### Exercise brief
Copy each record below faithfully, leaving out images.

### Given information

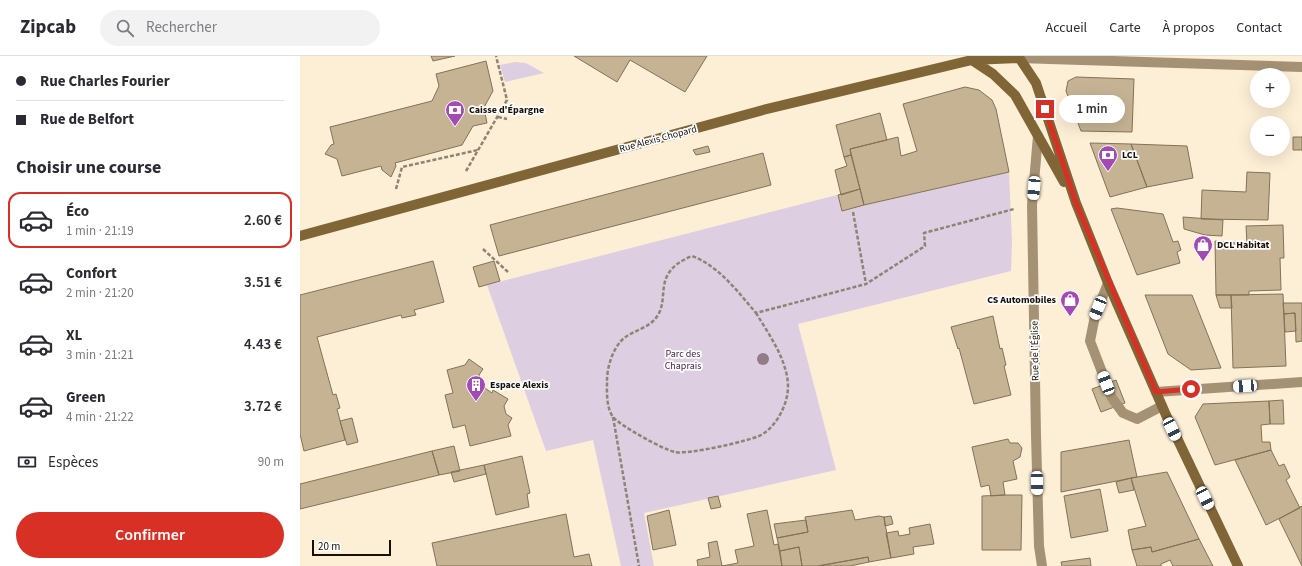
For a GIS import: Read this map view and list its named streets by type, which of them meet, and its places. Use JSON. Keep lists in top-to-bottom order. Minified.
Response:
{"streets":{"main road":["Rue Alexis Chopard"],"street":["Rue de l’Église"]},"parks":["Parc des Chaprais"],"places":{"bank":["Caisse d'Épargne","LCL"],"shop":["DCL Habitat","CS Automobiles"],"building":["Espace Alexis"]},"scale_bar":"20 m","page":{"header":"Zipcab","search":"Rechercher","nav":["Accueil","Carte","À propos","Contact"],"banner":["Rue Charles Fourier","Rue de Belfort"],"map_buttons":["+","−"],"bubble":"1 min","heading":"Choisir une course","list":[{"name":"Éco","note":"1 min · 21:19","value":"2.60 €"},{"name":"Confort","note":"2 min · 21:20","value":"3.51 €"},{"name":"XL","note":"3 min · 21:21","value":"4.43 €"},{"name":"Green","note":"4 min · 21:22","value":"3.72 €"}],"pay":["Espèces","90 m"],"buttons":"Confirmer","scale":"20 m"}}
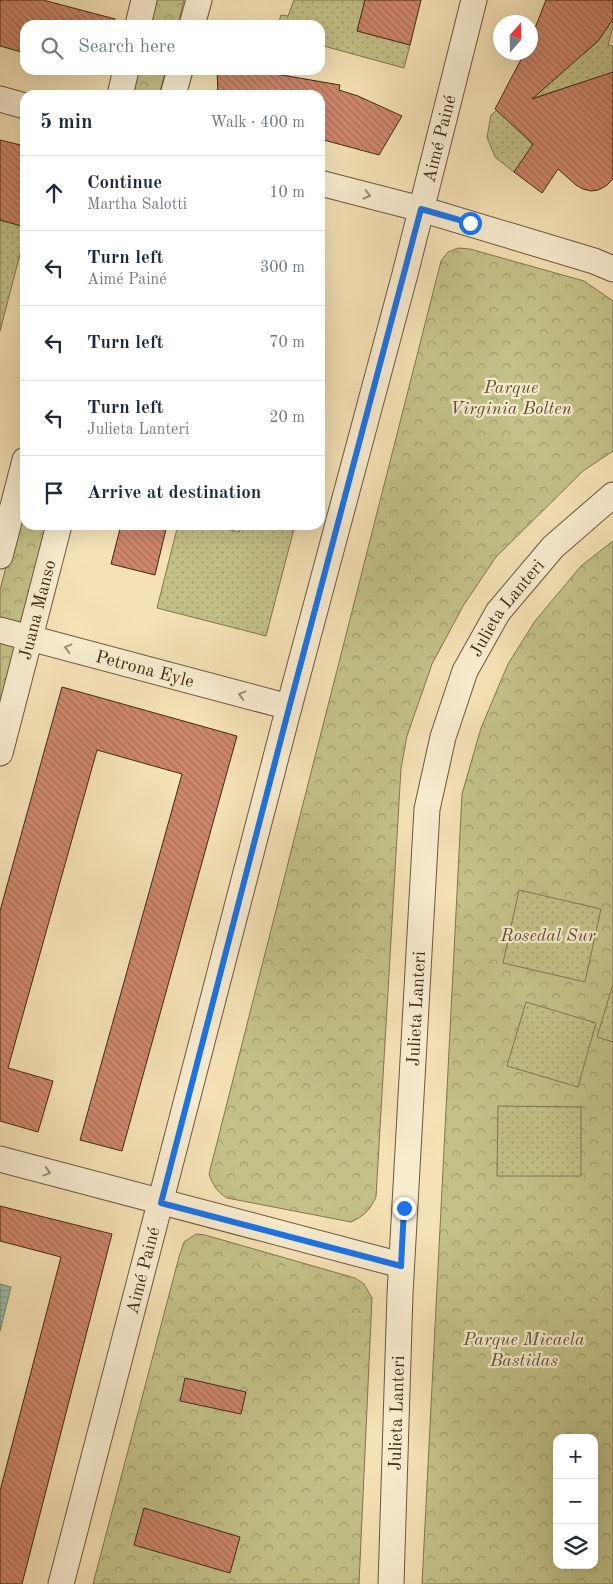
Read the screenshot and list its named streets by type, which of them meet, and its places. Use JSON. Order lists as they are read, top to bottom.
{
  "streets": {
    "street": [
      "Aimé Painé",
      "Julieta Lanteri",
      "Juana Manso",
      "Petrona Eyle"
    ]
  },
  "crossings": [
    ["Aimé Painé", "Petrona Eyle"],
    ["Juana Manso", "Petrona Eyle"]
  ],
  "one_way": ["Petrona Eyle"],
  "parks": ["Parque Virginia Bolten", "Rosedal Sur", "Parque Micaela Bastidas"],
  "north": "top",
  "page": {
    "search": "Search here",
    "heading": ["5 min", "Walk · 400 m"],
    "list": [
      ["Continue", "Martha Salotti", "10 m"],
      ["Turn left", "Aimé Painé", "300 m"],
      ["Turn left", "70 m"],
      ["Turn left", "Julieta Lanteri", "20 m"],
      "Arrive at destination"
    ],
    "map_buttons": ["+", "−"]
  }
}
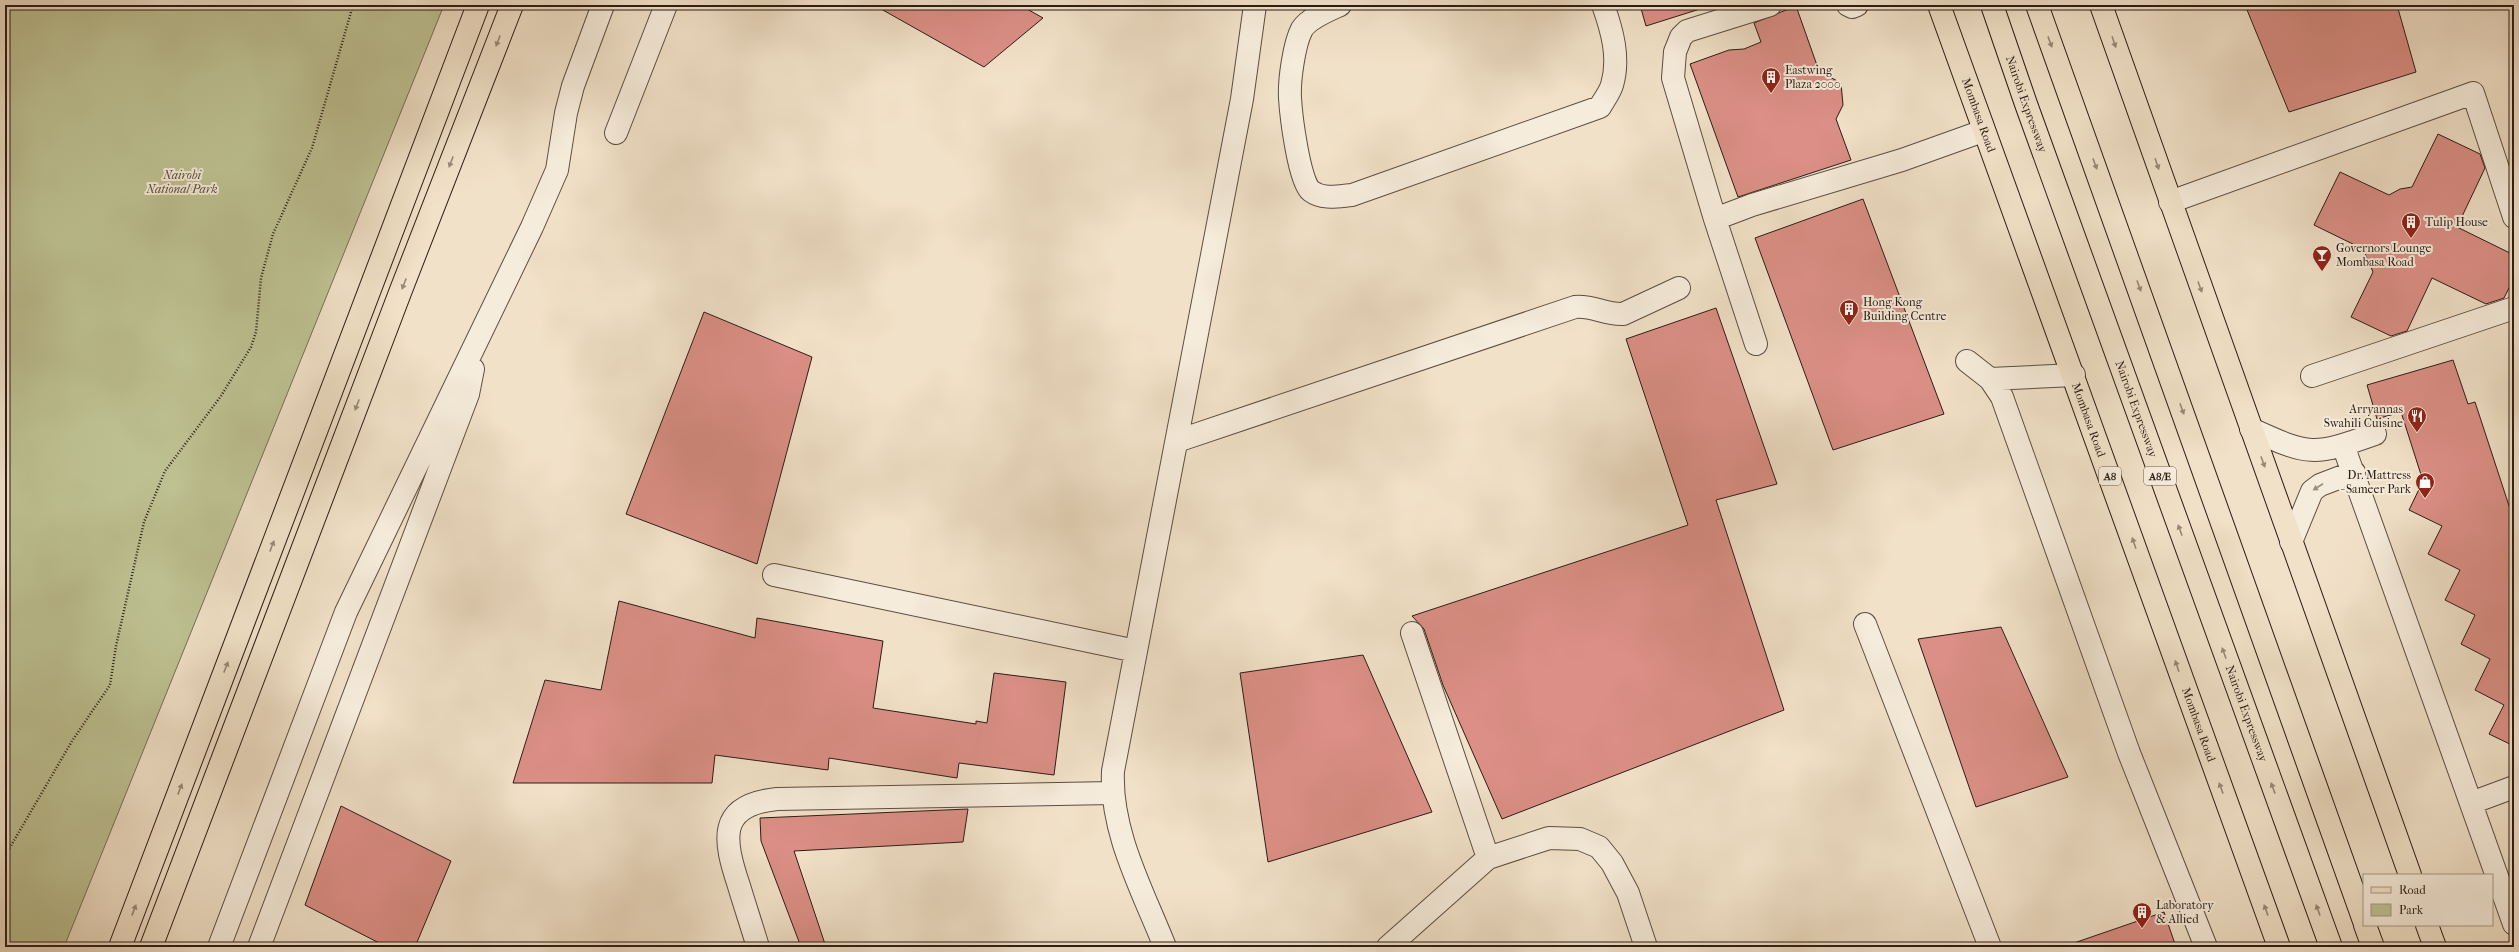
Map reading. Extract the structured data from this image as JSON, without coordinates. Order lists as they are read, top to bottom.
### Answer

### Output of the task
For a GIS import: Read this map view and list its named streets by type, which of them meet, and its places. Use JSON. Keep lists in top-to-bottom order. Minified.
Response:
{"streets":{"main road":["Rue Alexis Chopard"],"street":["Rue de l’Église"]},"parks":["Parc des Chaprais"],"places":{"bank":["Caisse d'Épargne","LCL"],"shop":["DCL Habitat","CS Automobiles"],"building":["Espace Alexis"]},"scale_bar":"20 m","page":{"header":"Zipcab","search":"Rechercher","nav":["Accueil","Carte","À propos","Contact"],"banner":["Rue Charles Fourier","Rue de Belfort"],"map_buttons":["+","−"],"bubble":"1 min","heading":"Choisir une course","list":[{"name":"Éco","note":"1 min · 21:19","value":"2.60 €"},{"name":"Confort","note":"2 min · 21:20","value":"3.51 €"},{"name":"XL","note":"3 min · 21:21","value":"4.43 €"},{"name":"Green","note":"4 min · 21:22","value":"3.72 €"}],"pay":["Espèces","90 m"],"buttons":"Confirmer","scale":"20 m"}}
Read the screenshot and list its named streets by type, which of them meet, and its places. Use JSON. Order lists as they are read, top to bottom.
{
  "streets": {
    "street": [
      "Aimé Painé",
      "Julieta Lanteri",
      "Juana Manso",
      "Petrona Eyle"
    ]
  },
  "crossings": [
    ["Aimé Painé", "Petrona Eyle"],
    ["Juana Manso", "Petrona Eyle"]
  ],
  "one_way": ["Petrona Eyle"],
  "parks": ["Parque Virginia Bolten", "Rosedal Sur", "Parque Micaela Bastidas"],
  "north": "top",
  "page": {
    "search": "Search here",
    "heading": ["5 min", "Walk · 400 m"],
    "list": [
      ["Continue", "Martha Salotti", "10 m"],
      ["Turn left", "Aimé Painé", "300 m"],
      ["Turn left", "70 m"],
      ["Turn left", "Julieta Lanteri", "20 m"],
      "Arrive at destination"
    ],
    "map_buttons": ["+", "−"]
  }
}
Map reading. Extract the structured data from this image as JSON, without coordinates. Order lists as they are read, top to bottom.
### Answer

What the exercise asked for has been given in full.